Advertisement
If you have a new account but are having problems posting or verifying your account, please email us on hello@boards.ie for help. Thanks :)
Hello all! Please ensure that you are posting a new thread or question in the appropriate forum. The Feedback forum is overwhelmed with questions that are having to be moved elsewhere. If you need help to verify your account contact hello@boards.ie

.NET to Oracle. Gah!

Options
  • 22-11-2004 5:33pm
    #1
    Registered Users Posts: 15,443 ✭✭✭✭


    I'm hoping someone will have an idea which could save me an awful lot of trouble...

    I'm developing an app, which is .Net winforms client connecting to an Oracle 9i database at the back-end.

    To date, we've been using ODP.Net (Oracle's drivers) 9.2.x, against an Oracle 9i database. Far better than using OLEDB, cause it lets me have named parameters, and supports CLOB datatypes.

    Here's the catch. We've just discovered that the client - despite using 9i databases - still only has the 8i Oracle client installed on the workstations!!! I've checked, and I can't just install the 9i ODP.Net on top of it....or at least...I couldn't on the machine I tried it on.

    Anyone any suggestions? 3rd party Oracle Drivers? Is it possible to install 2 Oracle Client versions on the same desktop?

    I *really* don't want to have to go back to the OLEDB drivers....

    jc


Comments

  • Registered Users Posts: 15,443 ✭✭✭✭bonkey


    Looks like Microsoft's own Oracle provider for .Net might just save my proverbials here...

    Here's hoping.


  • Registered Users Posts: 15,443 ✭✭✭✭bonkey


    Just to continue this saga...

    MS' Oracle client did indeed appear to sort my troubles out. However, it only appeared to solve them.

    Version 1.5 of this assembly ships with .Net 1.5. However, this has a bug (still unfixed by MS) which only allows a maximum TNS Name of 16 characters. Gah once more.

    So I checked around, and the original version (1.033 or something) didn't have this limitation. W00t, I think to myself. Installing and testing go fine....until we hit one particular view.

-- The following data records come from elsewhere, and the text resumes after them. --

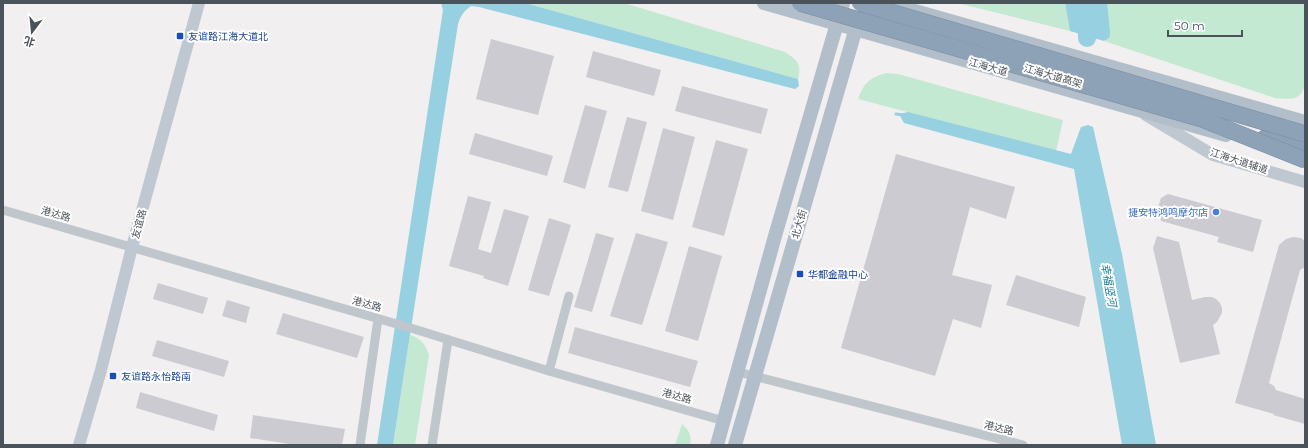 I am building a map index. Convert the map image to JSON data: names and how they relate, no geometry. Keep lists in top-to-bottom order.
{
  "streets": {
    "highway": ["江海大道高架"],
    "main road": ["江海大道", "北大街"],
    "street": ["江海大道辅道", "港达路", "友谊路"]
  },
  "crossings": [
    ["江海大道", "江海大道辅道"],
    ["江海大道", "北大街"],
    ["港达路", "友谊路"],
    ["港达路", "北大街"]
  ],
  "water": ["幸福竖河"],
  "places": {
    "transit": ["友谊路江海大道北", "华都金融中心", "友谊路永怡路南"],
    "other": ["捷安特鸿鸣摩尔店"]
  },
  "scale_bar": "50 m",
  "north": "bottom"
}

    If I select * from this view, I get back a resultset with the correct schema, but no data. If I select only a handful of fields from this view, I get back either the correct schema and no data, or the correct schema with data, depending on what fields I select. I've played with this quite a lot, and there's just no rational explanation.

    So...I now have :

    - The ORacle-supplied driver which requires client software newer than corporate standard of where I'm writing this app for.
    - The current MS-supplied driver, which cannot bind to the corporate-standard name for the DB I want to connect to.
    - The previous MS-supplied driver, which cannot return data correctly in some curcumstances for no clear reason.

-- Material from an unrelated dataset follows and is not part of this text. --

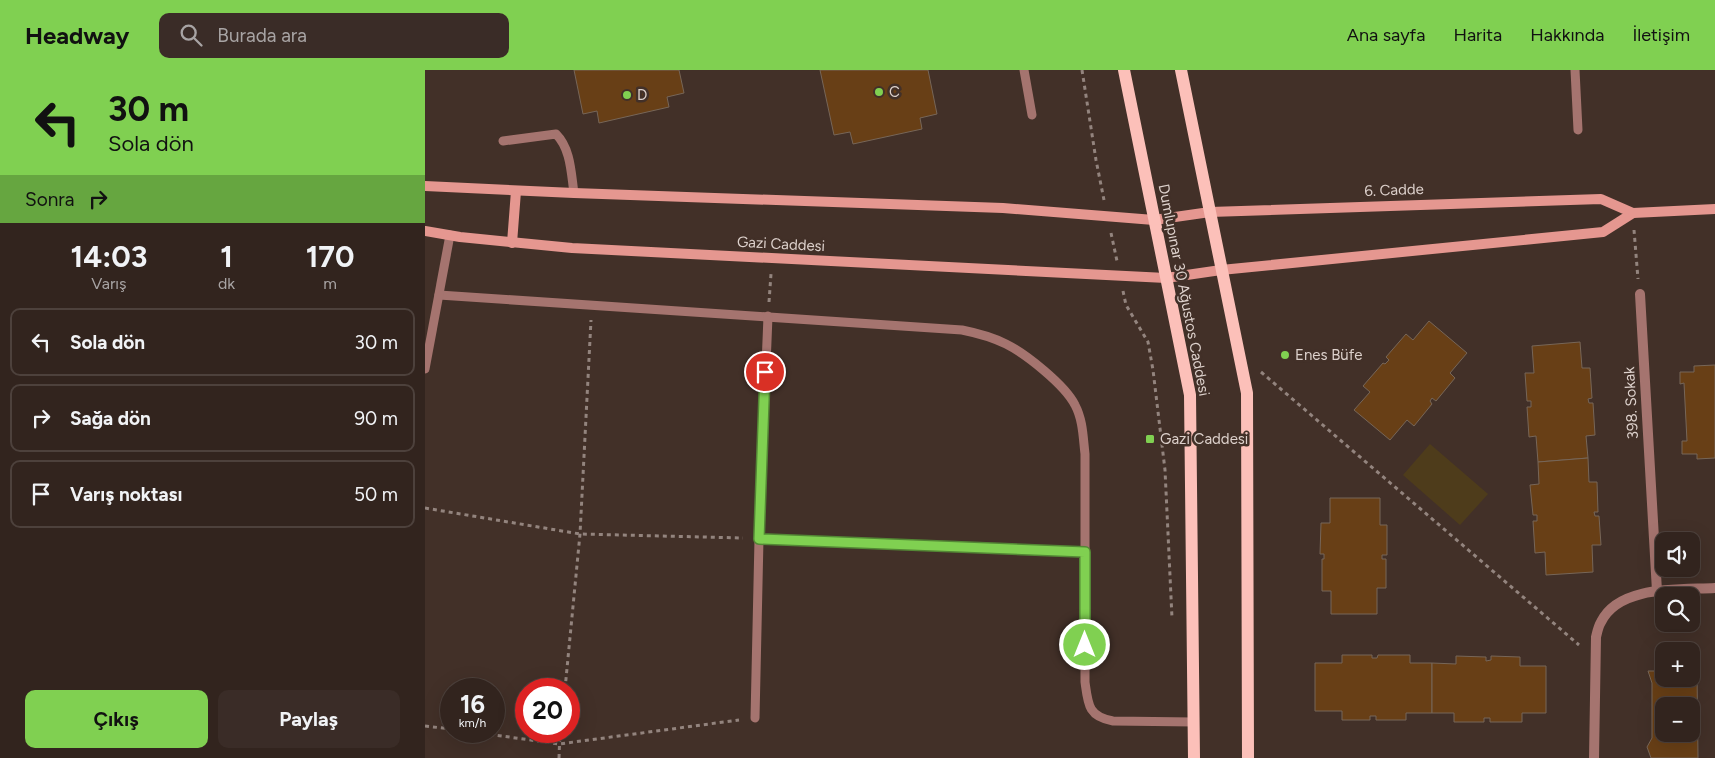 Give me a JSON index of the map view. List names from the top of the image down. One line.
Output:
{"streets":{"main road":["6. Cadde","Gazi Caddesi","Dumlupınar 30 Ağustos Caddesi"],"street":["398. Sokak"]},"crossings":[["6. Cadde","Dumlupınar 30 Ağustos Caddesi"],["Gazi Caddesi","Dumlupınar 30 Ağustos Caddesi"]],"places":{"other":["C","D","Enes Büfe"],"transit":["Gazi Caddesi"]},"page":{"header":"Headway","search":"Burada ara","nav":["Ana sayfa","Harita","Hakkında","İletişim"],"turn":["30 m","Sola dön"],"then":"Sonra","eta":["14:03","Varış","1","dk","170","m"],"list":[{"name":"Sola dön","value":"30 m"},{"name":"Sağa dön","value":"90 m"},{"name":"Varış noktası","value":"50 m"}],"map_buttons":["+","−"],"speed":"16 km/h","limit":"20","buttons":["Çıkış","Paylaş"]}}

    I only have one question at this stage....

    why the **** is it always Oracle drivers that seem to have problems???

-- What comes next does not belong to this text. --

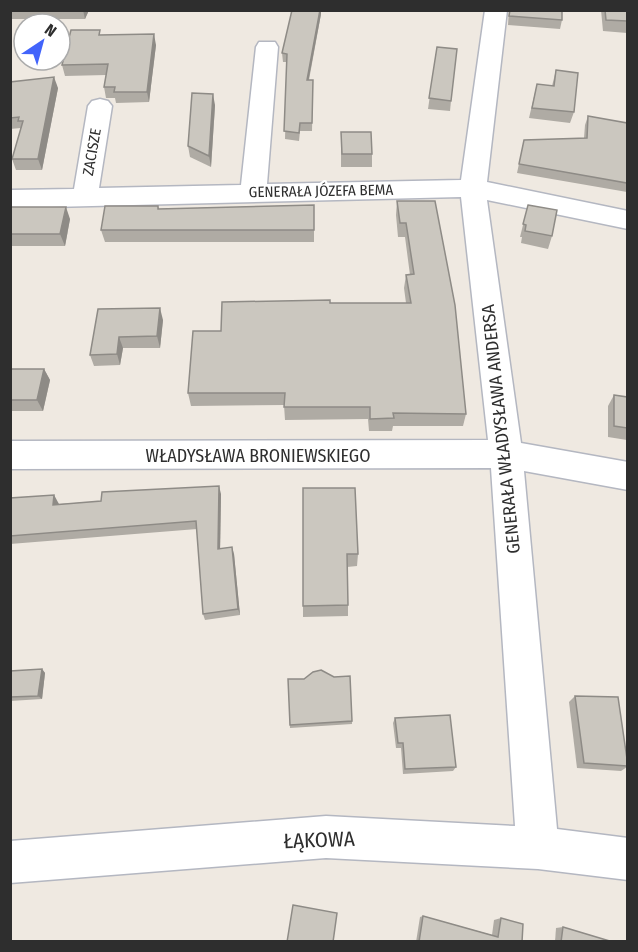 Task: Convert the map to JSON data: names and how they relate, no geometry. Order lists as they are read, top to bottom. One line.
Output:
{"streets":{"street":["ZACISZE","GENERAŁA JÓZEFA BEMA","GENERAŁA WŁADYSŁAWA ANDERSA","WŁADYSŁAWA BRONIEWSKIEGO","ŁĄKOWA"]},"crossings":[["ZACISZE","GENERAŁA JÓZEFA BEMA"],["GENERAŁA JÓZEFA BEMA","GENERAŁA WŁADYSŁAWA ANDERSA"],["GENERAŁA WŁADYSŁAWA ANDERSA","WŁADYSŁAWA BRONIEWSKIEGO"],["GENERAŁA WŁADYSŁAWA ANDERSA","ŁĄKOWA"]],"north":"top right"}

    There are days when I *really* get fed up being a developer, and this sure as **** is one of them.

    jc


  • Closed Accounts Posts: 7,230 ✭✭✭scojones


    Oracle is a disaster from my experiences. I've tried installing it on a number of machines and it fails everytime. It just stalls. I know this is very off topic bonkey and will not help you in your quest, but i can feel your pain, and know where you're comming from.


  • Registered Users Posts: 640 ✭✭✭Kernel32


    Personnally I love the Oracle database. It is a pig to install and setup but so much nicer to work with than SQL Server as long as you don't use any Oracle tools. Anyway, the .net problem. Have you tried Data Direct?
    .Net Drivers from Data Direct

    It doesn't use the OCI and instead talks directly to Oracle, no client installation problems.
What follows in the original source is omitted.